Your objective: Could you copy every line of the data that contains the word "Aambos"?

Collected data

- Opening Delimiter -

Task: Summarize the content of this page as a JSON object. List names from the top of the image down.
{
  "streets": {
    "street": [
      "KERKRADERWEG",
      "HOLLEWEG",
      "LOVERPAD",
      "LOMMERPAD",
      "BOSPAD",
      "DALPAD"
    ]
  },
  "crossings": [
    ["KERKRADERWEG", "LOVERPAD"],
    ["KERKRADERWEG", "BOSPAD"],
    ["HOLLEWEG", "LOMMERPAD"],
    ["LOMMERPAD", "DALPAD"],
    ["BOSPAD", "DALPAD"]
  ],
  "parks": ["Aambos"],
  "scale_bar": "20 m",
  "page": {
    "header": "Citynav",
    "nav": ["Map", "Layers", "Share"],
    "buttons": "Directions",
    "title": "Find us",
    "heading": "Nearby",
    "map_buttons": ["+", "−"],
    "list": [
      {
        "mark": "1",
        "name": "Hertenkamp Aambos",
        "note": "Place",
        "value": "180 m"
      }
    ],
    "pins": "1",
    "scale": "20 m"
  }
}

- Closing Delimiter -

Written answer:
  "parks": ["Aambos"],
        "name": "Hertenkamp Aambos",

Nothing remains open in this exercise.